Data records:
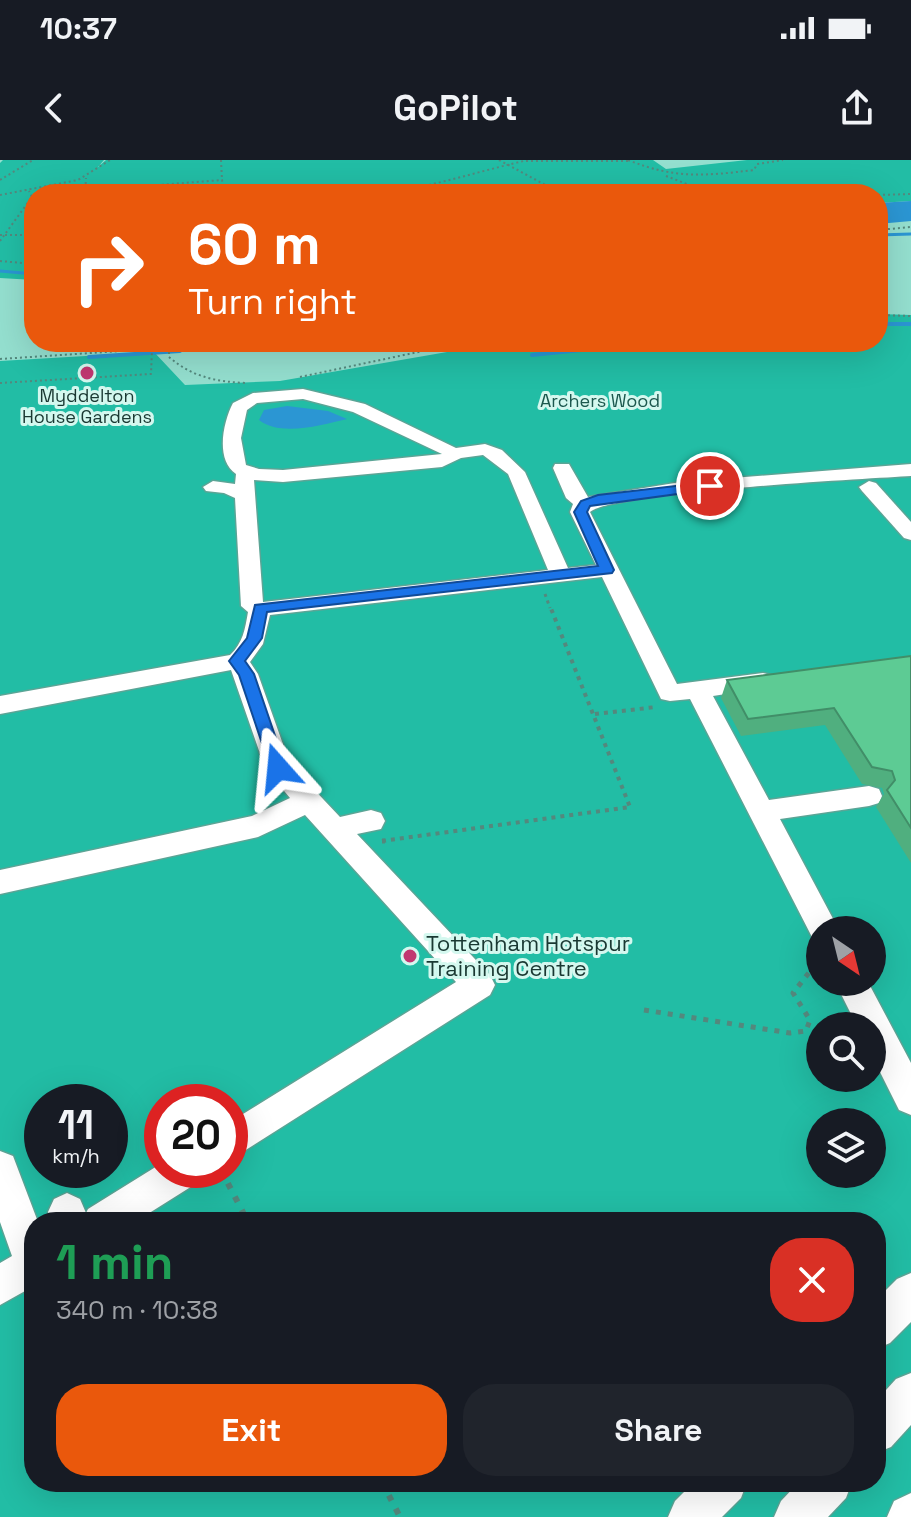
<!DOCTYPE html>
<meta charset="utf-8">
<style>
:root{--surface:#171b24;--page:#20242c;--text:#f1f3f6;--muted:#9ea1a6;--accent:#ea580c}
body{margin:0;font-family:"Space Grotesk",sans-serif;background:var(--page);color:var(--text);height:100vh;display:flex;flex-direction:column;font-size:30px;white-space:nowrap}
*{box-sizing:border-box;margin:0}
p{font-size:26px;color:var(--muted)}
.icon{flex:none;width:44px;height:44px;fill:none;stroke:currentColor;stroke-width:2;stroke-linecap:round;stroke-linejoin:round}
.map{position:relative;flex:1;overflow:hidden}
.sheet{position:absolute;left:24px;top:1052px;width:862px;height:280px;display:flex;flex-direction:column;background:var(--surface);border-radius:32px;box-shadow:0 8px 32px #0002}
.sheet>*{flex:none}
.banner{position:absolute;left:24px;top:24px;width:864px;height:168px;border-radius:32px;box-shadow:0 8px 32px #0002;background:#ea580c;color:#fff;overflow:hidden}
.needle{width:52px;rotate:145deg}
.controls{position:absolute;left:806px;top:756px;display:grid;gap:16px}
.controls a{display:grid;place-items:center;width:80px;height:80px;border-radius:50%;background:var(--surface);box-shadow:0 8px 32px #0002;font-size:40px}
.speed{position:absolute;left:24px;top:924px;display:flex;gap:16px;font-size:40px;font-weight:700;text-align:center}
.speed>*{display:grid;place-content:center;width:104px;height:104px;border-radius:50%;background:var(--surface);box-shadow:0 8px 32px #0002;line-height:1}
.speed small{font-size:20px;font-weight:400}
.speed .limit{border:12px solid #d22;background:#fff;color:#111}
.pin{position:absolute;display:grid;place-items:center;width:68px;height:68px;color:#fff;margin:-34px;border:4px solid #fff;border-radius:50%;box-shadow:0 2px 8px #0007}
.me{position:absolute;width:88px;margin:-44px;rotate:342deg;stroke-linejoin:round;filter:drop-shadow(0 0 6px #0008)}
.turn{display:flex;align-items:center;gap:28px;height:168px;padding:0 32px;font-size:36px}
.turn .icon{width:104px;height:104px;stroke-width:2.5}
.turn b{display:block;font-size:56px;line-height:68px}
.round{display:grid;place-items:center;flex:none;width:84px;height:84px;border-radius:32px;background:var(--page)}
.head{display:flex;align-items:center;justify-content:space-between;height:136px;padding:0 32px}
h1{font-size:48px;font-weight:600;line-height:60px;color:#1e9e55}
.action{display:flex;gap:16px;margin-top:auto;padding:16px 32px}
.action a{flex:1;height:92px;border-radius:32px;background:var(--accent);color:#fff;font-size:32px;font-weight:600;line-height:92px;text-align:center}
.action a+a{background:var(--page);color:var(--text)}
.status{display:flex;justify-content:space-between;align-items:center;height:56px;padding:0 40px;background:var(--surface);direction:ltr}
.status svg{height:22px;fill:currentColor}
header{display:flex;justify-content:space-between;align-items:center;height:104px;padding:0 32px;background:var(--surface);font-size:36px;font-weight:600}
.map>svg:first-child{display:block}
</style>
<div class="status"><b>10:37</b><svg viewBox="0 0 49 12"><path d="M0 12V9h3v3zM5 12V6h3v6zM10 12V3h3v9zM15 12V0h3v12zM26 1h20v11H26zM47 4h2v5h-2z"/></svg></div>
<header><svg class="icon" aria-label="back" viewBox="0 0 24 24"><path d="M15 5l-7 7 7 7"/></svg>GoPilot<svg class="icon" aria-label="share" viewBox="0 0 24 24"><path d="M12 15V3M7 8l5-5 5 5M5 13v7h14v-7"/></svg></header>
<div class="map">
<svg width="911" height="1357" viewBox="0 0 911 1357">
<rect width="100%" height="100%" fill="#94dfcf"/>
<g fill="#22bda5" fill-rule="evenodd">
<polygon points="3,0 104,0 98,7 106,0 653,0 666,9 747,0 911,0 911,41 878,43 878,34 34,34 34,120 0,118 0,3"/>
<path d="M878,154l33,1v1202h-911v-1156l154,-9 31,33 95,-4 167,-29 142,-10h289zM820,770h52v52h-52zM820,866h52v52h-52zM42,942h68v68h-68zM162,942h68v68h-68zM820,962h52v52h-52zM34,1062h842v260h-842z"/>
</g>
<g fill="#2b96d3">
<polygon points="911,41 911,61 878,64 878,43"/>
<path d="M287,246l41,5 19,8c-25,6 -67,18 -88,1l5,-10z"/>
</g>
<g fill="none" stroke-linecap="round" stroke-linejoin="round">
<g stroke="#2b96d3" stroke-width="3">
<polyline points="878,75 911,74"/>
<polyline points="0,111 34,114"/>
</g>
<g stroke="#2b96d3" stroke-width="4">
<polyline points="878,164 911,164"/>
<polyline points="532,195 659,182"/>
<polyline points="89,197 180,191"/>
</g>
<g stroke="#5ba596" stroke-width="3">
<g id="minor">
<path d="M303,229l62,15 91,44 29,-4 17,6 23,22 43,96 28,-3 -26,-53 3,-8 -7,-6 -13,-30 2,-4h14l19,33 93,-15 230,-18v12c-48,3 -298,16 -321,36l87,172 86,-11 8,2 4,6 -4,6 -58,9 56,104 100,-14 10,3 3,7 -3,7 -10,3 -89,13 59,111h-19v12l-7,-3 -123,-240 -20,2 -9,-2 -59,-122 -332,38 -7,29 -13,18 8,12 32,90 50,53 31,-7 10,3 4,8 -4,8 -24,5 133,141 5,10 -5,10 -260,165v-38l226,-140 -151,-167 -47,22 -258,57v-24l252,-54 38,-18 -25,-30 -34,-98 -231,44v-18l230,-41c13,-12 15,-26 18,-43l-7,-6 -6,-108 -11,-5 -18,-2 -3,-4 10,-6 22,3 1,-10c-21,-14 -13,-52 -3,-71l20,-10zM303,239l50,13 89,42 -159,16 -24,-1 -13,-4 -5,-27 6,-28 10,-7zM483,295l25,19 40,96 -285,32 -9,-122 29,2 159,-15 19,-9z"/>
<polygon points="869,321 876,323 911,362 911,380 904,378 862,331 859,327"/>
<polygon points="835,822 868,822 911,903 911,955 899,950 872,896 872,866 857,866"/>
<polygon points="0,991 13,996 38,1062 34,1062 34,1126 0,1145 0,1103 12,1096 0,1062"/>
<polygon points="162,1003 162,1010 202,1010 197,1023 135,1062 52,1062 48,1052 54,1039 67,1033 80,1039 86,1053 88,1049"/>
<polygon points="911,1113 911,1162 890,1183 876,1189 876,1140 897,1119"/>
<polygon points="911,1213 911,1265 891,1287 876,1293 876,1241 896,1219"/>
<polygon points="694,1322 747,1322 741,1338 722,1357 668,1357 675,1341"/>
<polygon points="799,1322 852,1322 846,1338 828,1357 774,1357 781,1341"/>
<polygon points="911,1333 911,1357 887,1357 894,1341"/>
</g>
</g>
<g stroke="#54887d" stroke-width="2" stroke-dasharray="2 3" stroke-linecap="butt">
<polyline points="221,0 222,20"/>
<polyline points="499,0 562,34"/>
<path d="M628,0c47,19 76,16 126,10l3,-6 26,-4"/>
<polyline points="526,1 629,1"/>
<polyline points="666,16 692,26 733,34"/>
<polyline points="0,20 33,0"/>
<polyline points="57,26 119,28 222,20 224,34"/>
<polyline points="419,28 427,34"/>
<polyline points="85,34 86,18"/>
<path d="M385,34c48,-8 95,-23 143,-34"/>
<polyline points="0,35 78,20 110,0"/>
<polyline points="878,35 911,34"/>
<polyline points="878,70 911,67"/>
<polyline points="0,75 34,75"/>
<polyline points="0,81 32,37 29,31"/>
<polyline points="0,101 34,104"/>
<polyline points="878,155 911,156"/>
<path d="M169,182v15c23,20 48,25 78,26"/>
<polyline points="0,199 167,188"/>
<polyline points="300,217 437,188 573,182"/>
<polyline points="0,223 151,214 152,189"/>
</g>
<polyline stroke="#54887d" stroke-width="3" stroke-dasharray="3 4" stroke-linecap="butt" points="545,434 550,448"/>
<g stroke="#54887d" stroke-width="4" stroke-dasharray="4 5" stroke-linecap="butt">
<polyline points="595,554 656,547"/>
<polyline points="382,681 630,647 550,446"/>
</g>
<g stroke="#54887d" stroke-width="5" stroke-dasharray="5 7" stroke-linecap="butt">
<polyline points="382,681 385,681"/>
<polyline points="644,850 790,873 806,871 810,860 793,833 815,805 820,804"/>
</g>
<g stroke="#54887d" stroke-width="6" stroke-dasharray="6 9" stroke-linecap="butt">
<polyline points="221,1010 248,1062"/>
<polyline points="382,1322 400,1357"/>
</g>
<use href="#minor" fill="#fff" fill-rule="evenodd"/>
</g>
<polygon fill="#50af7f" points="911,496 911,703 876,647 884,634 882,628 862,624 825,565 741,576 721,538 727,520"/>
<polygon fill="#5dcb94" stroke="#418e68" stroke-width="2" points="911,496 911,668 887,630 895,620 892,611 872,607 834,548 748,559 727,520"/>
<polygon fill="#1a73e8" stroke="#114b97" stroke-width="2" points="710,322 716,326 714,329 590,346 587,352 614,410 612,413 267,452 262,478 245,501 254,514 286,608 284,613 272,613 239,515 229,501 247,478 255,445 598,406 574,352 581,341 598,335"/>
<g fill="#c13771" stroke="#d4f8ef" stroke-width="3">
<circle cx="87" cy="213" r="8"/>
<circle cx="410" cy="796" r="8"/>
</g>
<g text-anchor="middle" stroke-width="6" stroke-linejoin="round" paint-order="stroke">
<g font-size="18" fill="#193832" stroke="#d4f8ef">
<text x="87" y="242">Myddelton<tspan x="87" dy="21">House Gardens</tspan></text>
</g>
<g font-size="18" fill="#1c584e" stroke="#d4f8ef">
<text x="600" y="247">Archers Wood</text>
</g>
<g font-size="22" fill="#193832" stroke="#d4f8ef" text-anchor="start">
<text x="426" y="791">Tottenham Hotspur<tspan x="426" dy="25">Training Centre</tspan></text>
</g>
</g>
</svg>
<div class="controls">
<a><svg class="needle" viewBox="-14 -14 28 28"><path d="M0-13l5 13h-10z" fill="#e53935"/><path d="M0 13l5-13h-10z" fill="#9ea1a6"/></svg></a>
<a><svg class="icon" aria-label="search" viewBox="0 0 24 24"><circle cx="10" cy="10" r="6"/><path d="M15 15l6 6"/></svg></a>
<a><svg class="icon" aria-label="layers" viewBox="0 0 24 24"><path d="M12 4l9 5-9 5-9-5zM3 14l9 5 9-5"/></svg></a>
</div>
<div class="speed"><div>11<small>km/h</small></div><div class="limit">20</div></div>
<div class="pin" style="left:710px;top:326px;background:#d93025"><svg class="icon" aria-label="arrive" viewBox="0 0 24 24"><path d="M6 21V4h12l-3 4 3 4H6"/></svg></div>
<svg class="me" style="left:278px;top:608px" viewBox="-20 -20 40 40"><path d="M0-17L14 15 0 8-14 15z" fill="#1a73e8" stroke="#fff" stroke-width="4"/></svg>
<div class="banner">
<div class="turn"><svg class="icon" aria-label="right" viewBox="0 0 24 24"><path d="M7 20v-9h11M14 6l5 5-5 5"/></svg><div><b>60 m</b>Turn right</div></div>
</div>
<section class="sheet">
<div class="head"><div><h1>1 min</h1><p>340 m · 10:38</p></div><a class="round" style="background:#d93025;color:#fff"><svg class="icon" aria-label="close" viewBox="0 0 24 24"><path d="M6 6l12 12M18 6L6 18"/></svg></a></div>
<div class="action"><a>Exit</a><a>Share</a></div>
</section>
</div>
==
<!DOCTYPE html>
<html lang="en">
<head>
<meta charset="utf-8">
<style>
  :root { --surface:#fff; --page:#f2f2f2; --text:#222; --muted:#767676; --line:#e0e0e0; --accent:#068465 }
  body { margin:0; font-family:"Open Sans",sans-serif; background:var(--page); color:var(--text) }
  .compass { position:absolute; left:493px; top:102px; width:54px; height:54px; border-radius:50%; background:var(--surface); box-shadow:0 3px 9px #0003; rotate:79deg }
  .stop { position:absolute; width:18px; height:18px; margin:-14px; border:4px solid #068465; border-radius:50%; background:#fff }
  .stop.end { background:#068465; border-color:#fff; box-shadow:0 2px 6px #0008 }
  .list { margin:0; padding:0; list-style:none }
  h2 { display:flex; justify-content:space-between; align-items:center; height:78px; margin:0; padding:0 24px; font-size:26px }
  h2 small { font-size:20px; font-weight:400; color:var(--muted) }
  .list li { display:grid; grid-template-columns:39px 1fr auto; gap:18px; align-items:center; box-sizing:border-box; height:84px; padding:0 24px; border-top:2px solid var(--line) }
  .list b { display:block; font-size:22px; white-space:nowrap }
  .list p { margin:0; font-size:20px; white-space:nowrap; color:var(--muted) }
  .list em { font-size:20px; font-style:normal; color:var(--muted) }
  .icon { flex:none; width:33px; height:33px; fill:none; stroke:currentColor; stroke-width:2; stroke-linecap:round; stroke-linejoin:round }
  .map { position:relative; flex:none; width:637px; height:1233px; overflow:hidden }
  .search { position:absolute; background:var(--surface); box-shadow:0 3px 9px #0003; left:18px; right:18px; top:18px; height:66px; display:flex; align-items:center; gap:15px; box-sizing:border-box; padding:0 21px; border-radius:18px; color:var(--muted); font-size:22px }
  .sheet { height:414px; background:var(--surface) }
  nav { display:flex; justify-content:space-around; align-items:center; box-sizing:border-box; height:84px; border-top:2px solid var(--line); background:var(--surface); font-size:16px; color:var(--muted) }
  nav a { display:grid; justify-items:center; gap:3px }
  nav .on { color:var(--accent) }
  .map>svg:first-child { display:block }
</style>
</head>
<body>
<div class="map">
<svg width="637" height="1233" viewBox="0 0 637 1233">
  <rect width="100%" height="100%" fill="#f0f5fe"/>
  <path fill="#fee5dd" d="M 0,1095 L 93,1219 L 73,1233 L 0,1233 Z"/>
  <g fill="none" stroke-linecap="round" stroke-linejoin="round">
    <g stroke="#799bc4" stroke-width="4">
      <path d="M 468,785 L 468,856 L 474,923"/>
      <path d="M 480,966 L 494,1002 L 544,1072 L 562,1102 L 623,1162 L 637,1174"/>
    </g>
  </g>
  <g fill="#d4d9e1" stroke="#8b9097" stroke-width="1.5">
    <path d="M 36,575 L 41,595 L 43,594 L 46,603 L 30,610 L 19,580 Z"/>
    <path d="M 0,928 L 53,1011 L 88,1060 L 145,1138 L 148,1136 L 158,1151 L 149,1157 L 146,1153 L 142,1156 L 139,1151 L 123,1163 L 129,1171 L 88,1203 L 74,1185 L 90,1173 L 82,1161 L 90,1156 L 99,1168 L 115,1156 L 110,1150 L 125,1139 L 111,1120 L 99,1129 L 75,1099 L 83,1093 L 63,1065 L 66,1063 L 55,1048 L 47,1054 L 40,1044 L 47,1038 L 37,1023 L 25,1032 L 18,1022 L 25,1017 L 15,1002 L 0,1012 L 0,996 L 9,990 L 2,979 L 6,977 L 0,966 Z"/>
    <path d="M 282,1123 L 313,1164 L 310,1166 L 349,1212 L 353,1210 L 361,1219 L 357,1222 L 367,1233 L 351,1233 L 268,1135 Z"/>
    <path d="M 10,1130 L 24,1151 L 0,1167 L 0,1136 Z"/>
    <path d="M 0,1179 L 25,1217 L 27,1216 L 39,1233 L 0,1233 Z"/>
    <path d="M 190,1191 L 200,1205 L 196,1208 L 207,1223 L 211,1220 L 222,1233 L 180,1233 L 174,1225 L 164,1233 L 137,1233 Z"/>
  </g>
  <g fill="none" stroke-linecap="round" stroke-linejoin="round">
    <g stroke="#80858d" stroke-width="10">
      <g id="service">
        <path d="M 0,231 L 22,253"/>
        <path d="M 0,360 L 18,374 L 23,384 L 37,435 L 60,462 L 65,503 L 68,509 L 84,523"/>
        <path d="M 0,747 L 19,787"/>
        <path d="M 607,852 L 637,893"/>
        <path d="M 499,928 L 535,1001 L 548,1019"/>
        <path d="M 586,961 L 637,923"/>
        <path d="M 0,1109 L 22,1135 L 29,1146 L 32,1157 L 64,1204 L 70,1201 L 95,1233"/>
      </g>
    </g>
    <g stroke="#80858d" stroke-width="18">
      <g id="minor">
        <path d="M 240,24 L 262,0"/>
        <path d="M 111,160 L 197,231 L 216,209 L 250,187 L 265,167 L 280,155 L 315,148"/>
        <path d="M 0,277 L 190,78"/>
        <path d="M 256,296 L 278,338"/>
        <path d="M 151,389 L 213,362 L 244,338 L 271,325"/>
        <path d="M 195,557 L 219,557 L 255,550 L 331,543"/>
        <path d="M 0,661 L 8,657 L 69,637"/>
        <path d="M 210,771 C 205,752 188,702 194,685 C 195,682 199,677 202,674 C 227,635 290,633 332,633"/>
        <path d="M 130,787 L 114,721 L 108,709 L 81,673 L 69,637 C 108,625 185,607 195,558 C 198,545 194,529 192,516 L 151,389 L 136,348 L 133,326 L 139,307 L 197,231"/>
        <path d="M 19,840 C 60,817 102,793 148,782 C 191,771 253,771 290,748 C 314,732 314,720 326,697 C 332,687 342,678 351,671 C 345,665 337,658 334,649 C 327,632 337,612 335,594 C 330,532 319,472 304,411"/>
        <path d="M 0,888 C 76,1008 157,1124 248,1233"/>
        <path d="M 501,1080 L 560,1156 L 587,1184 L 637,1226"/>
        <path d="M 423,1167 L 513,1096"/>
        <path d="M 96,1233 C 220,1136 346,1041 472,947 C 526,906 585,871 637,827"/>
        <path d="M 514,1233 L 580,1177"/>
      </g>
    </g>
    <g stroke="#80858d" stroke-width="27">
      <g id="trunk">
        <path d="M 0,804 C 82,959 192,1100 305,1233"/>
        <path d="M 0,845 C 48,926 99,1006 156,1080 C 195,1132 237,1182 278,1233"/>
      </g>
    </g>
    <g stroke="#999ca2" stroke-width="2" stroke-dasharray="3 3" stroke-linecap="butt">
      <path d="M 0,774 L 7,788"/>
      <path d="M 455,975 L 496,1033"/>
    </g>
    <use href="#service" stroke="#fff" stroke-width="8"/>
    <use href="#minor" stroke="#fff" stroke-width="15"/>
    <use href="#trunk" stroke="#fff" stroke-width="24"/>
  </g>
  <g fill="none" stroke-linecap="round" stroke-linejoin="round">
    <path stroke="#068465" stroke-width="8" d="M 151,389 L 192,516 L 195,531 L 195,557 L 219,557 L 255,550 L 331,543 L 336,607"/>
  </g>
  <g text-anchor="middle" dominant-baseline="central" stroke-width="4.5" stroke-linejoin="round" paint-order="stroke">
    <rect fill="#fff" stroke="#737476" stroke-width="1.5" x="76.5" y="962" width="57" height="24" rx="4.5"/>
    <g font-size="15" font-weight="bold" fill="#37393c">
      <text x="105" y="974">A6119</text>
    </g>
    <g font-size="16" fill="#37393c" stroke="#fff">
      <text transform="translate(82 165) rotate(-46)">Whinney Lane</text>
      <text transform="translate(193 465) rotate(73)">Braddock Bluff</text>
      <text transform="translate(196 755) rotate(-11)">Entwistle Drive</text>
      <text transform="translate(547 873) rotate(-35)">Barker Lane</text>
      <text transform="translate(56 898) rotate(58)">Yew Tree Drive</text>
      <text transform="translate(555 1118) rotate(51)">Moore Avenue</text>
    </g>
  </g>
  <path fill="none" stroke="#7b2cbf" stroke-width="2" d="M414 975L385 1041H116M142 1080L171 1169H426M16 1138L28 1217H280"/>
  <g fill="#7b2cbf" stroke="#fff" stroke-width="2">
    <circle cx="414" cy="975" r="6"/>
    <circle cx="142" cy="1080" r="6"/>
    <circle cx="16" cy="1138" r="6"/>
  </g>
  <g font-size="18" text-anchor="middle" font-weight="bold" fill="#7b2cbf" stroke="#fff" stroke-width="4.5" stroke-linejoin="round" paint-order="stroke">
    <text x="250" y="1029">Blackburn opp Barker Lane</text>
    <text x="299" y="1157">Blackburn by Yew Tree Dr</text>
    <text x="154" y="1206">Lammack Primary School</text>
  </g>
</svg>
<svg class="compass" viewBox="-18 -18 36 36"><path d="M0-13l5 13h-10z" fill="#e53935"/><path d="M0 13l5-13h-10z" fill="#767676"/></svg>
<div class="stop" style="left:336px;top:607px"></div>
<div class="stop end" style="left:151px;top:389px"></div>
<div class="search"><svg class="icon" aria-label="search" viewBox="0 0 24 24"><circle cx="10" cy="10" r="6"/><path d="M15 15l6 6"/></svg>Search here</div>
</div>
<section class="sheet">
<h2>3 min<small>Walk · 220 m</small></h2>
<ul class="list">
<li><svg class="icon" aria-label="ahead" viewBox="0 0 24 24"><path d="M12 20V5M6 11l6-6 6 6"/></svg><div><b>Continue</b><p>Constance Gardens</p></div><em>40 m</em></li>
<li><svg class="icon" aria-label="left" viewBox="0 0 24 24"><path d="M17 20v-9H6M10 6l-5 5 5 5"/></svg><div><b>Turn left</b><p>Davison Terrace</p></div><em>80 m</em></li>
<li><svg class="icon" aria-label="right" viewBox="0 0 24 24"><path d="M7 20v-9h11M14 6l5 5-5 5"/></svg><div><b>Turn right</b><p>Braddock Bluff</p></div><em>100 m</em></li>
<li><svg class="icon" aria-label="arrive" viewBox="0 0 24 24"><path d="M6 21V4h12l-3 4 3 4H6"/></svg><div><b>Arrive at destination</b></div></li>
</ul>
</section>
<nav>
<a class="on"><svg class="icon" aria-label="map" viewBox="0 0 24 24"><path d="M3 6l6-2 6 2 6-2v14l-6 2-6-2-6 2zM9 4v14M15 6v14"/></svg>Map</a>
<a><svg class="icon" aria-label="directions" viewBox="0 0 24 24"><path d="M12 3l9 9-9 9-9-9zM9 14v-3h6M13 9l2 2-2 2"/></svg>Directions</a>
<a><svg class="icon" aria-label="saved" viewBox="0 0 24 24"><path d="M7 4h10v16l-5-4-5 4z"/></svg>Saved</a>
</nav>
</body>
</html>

REQUIRED ACTION: Filter the records above down to the lines containing "limit".

REPLY:
.speed .limit{border:12px solid #d22;background:#fff;color:#111}
<div class="speed"><div>11<small>km/h</small></div><div class="limit">20</div></div>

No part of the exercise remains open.